Let’s try iteration way to do the BFS.We would keep track of node in queue. In Python the queue implementation with a fast atomic append() and popleft() is deque.

OMG, iteration is so much easier to understand and implement. We initiate queue with a root and level = 0

While queue is not empty, we add another level to levels, and pop elements from the queue and add the value to the levels. Here we need to keep track of the length of the level to make sure how many times we need to pop!!!
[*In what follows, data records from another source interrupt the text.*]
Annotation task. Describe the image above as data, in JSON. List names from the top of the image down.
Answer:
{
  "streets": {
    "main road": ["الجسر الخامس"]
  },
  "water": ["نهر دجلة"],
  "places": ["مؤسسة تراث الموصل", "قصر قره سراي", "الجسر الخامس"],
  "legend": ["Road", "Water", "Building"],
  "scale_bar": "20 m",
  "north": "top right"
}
# Definition for a binary tree node.
# class TreeNode:
#     def __init__(self, x):
#         self.val = x
#         self.left = None
#         self.right = None
from collections import deque
class Solution:
    def levelOrder(self, root: TreeNode) -> List[List[int]]:
        #this is obiviously a BFS
        #push 3 into the queue and length is 1, so we only pop one time
        #root has left and right, level_length is 2, so we pop [9,20] to current 
        #[[3],[9,20]...]
        levels = []
        if not root:
            return levels
        level = 0
        queue = deque([root,])
        while queue:
            level_length = len(queue)
            levels.append([])#current layer
            for i in range(level_length):
                node = queue.popleft()
                levels[level].append(node.val)
                #add next layer element into queue
                if node.left:
                    queue.append(node.left)
                if node.right:
                    queue.append(node.right)
            #go to next level
            level += 1
                    
        return levels           

let us do some inorder traveral with iteration, usually it is DFS and we gonna use stack this time. Take a deep breath and you can do it.

class Solution:
    def inorderTraversal(self, root: TreeNode) -> List[int]:
        #use stack to dig into the bottom and start to check the right
        res = []
        stack = []
        curr = root
        while (curr is not None or len(stack) > 0):
            while curr is not None:#if right is not None,add right and check left
                stack.append(curr)
                curr = curr.left
            node = stack.pop()
            res.append(node.val)
            #this is used to check the right when we hit the bottom
            curr = node.right
        return res

Validate Binary Search Tree

We need to keep in mind that root value is bigger than its left and smaller thanits right. Attention: root.val is the maximum of the left_subtree.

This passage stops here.